● **Exercise details**
What you give back should be exactly the opening lines of the data, ending with the line that contains "2px #894c66) drop-shadow(0" and including it.

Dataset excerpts
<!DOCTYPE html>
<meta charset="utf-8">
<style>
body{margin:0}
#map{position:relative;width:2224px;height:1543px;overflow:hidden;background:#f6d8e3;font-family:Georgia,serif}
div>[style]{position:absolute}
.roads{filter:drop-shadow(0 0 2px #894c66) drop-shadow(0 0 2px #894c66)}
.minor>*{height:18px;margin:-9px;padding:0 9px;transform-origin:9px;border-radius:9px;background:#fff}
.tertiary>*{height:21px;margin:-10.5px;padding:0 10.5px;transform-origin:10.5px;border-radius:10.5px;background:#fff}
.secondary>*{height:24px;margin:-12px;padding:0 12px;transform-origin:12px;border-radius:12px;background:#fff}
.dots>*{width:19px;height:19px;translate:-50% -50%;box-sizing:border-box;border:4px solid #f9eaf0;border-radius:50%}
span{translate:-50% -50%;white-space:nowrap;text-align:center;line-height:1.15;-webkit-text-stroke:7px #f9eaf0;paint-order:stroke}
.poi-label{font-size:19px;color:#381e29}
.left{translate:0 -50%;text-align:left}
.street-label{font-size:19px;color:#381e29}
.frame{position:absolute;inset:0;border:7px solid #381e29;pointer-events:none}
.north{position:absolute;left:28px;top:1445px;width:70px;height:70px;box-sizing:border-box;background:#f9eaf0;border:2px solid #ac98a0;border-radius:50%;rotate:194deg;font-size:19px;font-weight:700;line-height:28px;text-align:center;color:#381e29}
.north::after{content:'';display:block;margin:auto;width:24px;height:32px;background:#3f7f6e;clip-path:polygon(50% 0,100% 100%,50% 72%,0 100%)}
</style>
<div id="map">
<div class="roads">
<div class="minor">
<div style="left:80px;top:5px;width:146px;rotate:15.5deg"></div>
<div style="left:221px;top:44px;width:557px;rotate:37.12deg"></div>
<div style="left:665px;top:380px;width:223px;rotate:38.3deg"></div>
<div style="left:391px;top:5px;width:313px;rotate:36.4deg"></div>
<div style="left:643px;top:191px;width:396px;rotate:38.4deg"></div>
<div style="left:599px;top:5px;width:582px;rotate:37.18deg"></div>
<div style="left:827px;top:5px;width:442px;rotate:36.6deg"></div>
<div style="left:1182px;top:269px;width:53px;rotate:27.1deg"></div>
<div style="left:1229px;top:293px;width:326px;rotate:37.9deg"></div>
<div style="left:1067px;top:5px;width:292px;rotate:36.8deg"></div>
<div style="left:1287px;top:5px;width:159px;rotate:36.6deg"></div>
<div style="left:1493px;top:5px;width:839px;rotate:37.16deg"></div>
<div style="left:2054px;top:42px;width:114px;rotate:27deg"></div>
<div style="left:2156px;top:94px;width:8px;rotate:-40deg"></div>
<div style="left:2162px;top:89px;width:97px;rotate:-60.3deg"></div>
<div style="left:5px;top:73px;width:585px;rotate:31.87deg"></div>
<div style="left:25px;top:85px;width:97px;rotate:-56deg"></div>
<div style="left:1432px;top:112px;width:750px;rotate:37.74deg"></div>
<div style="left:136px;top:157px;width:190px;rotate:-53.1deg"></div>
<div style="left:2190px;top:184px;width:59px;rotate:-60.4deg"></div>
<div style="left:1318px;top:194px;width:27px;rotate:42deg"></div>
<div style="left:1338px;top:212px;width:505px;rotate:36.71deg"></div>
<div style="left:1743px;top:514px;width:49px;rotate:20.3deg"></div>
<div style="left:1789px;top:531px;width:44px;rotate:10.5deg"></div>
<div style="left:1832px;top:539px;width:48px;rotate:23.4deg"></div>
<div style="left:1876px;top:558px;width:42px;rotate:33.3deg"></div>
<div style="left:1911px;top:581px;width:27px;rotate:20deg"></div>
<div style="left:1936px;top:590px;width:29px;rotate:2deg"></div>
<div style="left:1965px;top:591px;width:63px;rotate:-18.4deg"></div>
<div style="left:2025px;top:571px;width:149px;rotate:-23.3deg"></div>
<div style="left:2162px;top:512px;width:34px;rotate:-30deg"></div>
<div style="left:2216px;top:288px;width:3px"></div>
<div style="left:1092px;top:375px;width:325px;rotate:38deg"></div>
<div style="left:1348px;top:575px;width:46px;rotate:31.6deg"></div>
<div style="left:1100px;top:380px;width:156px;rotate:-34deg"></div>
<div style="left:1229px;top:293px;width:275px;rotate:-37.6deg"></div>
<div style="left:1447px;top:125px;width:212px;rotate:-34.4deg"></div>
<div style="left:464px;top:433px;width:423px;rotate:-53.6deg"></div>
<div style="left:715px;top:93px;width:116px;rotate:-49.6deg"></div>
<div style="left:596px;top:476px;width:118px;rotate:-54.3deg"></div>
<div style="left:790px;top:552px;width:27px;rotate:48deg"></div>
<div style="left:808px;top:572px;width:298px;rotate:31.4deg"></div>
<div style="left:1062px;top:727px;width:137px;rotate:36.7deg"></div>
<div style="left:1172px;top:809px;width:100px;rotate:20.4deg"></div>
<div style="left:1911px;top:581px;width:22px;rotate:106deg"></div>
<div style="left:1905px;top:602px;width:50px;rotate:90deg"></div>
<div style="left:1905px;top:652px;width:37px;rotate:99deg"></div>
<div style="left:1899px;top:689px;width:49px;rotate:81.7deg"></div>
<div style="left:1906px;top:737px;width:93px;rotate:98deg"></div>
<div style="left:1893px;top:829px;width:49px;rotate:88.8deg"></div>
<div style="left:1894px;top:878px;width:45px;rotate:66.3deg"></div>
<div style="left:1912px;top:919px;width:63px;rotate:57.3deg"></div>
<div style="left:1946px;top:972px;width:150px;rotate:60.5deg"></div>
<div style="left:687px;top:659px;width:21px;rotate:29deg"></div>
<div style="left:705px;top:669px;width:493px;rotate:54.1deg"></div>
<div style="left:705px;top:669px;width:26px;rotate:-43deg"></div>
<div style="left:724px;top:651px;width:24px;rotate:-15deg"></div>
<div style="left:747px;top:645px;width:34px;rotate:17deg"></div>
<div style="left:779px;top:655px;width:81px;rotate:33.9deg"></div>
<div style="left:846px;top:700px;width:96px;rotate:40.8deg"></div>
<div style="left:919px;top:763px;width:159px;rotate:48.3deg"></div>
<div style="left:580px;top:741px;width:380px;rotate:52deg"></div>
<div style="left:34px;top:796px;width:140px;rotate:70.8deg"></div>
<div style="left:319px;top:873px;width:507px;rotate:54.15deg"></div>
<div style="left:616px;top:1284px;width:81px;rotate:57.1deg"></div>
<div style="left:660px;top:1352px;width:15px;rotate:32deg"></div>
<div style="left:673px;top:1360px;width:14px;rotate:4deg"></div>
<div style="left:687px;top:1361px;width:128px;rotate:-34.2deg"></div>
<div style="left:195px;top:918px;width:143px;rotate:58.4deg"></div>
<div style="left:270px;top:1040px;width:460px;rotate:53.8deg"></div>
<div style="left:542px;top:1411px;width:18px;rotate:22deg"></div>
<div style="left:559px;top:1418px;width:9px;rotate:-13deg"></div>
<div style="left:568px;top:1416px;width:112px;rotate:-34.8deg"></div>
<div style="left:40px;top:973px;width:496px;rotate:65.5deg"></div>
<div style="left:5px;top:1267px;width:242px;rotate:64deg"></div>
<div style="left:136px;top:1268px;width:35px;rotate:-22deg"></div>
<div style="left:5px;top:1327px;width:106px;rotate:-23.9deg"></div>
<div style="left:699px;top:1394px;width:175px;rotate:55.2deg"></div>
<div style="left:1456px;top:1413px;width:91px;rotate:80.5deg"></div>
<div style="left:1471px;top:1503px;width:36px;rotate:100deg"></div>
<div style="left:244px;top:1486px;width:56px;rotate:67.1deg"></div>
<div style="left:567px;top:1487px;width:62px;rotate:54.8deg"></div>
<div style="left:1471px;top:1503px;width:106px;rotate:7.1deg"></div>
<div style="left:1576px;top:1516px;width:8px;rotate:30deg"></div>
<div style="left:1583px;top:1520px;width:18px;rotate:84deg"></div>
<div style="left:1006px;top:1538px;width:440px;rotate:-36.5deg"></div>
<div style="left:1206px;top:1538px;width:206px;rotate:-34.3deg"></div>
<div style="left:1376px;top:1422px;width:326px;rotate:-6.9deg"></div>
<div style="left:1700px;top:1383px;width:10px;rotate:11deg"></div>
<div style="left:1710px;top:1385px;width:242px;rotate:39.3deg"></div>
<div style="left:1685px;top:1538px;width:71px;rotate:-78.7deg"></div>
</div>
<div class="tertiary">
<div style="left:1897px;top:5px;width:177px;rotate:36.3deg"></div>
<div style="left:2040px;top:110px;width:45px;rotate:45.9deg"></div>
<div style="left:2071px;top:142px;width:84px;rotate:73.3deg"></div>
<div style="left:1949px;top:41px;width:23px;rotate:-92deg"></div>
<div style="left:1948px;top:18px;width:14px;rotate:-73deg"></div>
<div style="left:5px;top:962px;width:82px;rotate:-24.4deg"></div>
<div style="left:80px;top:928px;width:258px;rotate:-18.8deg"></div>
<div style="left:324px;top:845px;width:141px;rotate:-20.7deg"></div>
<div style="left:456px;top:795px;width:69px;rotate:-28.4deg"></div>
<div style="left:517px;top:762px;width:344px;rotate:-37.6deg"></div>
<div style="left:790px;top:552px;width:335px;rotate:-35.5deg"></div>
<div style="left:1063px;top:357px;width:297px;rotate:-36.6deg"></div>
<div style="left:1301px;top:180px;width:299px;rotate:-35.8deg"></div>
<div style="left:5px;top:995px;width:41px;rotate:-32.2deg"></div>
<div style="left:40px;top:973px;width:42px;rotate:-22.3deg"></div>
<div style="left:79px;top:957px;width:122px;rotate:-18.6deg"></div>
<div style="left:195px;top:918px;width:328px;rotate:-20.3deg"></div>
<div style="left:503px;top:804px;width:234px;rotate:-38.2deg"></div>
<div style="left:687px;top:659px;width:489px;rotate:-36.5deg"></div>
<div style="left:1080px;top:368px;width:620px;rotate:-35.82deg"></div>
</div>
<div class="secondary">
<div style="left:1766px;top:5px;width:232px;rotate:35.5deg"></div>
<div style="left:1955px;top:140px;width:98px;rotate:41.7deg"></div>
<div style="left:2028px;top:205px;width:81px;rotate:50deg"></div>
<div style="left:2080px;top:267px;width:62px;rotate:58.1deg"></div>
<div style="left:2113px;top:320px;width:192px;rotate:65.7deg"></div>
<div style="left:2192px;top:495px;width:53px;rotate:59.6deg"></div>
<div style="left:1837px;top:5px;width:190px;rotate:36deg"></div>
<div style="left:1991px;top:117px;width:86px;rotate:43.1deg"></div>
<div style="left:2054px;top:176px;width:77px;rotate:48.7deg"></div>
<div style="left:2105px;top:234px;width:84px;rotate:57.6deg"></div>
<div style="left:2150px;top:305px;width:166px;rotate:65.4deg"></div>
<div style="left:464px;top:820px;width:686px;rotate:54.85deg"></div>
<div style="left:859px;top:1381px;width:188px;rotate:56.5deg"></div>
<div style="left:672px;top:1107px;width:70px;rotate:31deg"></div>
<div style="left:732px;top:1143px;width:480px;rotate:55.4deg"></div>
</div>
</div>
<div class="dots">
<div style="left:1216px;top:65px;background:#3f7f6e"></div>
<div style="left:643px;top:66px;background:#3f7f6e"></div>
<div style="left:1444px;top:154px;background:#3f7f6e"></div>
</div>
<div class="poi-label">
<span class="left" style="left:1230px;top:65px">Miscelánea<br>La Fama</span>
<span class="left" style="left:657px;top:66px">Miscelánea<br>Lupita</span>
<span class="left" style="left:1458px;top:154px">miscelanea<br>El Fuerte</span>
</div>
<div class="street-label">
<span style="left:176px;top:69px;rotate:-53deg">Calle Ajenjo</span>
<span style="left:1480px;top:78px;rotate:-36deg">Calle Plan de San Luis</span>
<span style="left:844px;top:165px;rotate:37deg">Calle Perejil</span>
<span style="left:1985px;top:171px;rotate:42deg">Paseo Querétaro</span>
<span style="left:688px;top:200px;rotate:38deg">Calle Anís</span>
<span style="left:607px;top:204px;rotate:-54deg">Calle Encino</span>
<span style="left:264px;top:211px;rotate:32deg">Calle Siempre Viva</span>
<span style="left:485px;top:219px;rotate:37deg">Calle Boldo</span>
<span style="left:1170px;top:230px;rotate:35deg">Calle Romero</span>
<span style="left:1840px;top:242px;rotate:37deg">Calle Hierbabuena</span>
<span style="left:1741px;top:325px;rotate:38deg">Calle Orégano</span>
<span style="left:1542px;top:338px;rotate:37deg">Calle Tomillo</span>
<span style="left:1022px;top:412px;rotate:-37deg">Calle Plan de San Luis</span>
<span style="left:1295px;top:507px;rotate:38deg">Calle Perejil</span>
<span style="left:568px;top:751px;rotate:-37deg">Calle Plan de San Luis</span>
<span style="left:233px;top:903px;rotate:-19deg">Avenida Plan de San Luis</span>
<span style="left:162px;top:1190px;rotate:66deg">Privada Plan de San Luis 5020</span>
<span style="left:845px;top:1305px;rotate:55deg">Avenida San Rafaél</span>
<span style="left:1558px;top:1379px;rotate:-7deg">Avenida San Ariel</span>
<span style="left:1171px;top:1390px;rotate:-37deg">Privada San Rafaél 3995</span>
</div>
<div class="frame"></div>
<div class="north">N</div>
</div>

● **Answer space**
<!DOCTYPE html>
<meta charset="utf-8">
<style>
body{margin:0}
#map{position:relative;width:2224px;height:1543px;overflow:hidden;background:#f6d8e3;font-family:Georgia,serif}
div>[style]{position:absolute}
.roads{filter:drop-shadow(0 0 2px #894c66) drop-shadow(0 0 2px #894c66)}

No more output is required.